Speaking to Anadolu Agency, Foreign Ministry spokesman Ahmed Bin Saeed Al-Rumaihi, said: “Qatar is stronger than ever, despite the passage of three years since the unjust blockade.”

Qatar has remained at odds with four regional states — Saudi Arabia, the United Arab Emirates (UAE), Bahrain, and Egypt — since June 5, 2017, when they accused Doha of supporting terrorism — allegations Doha denies — and collectively severed ties with the country.

The four-nation Arab bloc did not stop there, also imposing a land, sea, and air blockade on Qatar in hopes of making it comply with a long list of demands.

Qatar, for its part, has vociferously denied the allegation, describing the Saudi-led embargo against it as a violation of international law.
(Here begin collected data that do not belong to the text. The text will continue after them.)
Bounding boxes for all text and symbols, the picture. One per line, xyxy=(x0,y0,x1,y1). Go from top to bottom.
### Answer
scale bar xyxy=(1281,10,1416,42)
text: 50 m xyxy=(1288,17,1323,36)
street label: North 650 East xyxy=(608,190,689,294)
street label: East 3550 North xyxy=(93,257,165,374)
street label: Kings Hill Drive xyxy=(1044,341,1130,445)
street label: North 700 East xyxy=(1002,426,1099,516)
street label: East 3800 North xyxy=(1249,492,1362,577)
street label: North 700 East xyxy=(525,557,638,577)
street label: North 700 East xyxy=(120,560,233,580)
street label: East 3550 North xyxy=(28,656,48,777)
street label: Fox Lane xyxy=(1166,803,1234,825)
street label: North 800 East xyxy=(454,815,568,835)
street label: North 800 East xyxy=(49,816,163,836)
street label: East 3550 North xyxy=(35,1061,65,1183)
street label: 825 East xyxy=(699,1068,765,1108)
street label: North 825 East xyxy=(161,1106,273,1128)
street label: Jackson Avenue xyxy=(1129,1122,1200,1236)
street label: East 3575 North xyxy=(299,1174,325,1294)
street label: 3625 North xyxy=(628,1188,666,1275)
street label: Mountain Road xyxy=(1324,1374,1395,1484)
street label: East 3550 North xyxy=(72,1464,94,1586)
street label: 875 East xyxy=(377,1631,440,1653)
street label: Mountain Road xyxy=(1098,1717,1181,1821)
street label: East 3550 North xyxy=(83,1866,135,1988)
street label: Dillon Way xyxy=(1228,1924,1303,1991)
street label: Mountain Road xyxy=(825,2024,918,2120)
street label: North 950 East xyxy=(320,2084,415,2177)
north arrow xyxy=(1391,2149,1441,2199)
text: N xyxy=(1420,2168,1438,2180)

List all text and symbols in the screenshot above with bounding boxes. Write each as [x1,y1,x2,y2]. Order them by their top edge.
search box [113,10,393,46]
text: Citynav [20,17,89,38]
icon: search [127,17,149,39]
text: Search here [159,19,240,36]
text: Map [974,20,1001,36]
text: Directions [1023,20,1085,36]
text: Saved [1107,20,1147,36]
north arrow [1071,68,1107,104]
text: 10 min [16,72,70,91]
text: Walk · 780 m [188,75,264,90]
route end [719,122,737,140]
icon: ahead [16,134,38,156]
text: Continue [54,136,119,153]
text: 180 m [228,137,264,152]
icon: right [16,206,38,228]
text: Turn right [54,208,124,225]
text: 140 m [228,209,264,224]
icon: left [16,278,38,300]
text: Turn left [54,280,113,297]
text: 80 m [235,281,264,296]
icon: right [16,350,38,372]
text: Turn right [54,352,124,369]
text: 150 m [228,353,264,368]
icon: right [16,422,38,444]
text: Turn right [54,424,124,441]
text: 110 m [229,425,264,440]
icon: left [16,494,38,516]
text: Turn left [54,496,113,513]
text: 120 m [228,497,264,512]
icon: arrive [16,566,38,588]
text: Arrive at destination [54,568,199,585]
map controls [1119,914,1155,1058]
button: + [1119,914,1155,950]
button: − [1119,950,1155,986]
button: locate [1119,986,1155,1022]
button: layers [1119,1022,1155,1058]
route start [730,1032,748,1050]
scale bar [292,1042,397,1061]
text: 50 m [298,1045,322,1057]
Al-Rumaihi stressed that dialogue with Gulf states should be done within the framework of mutual respect, common interests, no dictating foreign policy, and non-interference in the domestic affairs of its countries.

He attributed his country’s success in dealing with the blockade to “Prince Tamim bin Hamad’s instructions and the calm and firm approach of the state in managing the crisis.”

Al-Rumaihi said that Qatar also revealed facts disproving the claims of the blockade countries.

Doha continues to value independence in its political decisions, especially against attempts to impose “guardianship” over it.

It also continues to consolidate its bilateral relations with friendly and allied countries.

Al-Rumaihi stressed that the “unjust siege accumulated various experiences that enabled the state to achieve remarkable successes in dealing with the coronavirus crisis.”

He pointed out that the country maintained “its strong credit rating and has been steadily moving towards achieving the goals of its National Vision 2030.”

He underlined that Qatar had made progress in diversifying its economy, boosting the private sector, increasing the production capacities of power generation plants and establishing an advanced agricultural, animal and fishery production system, as well as achieving major leaps in energy projects.

Kuwait is currently mediating to resolve the Gulf crisis, but has not yet been able to achieve a breakthrough.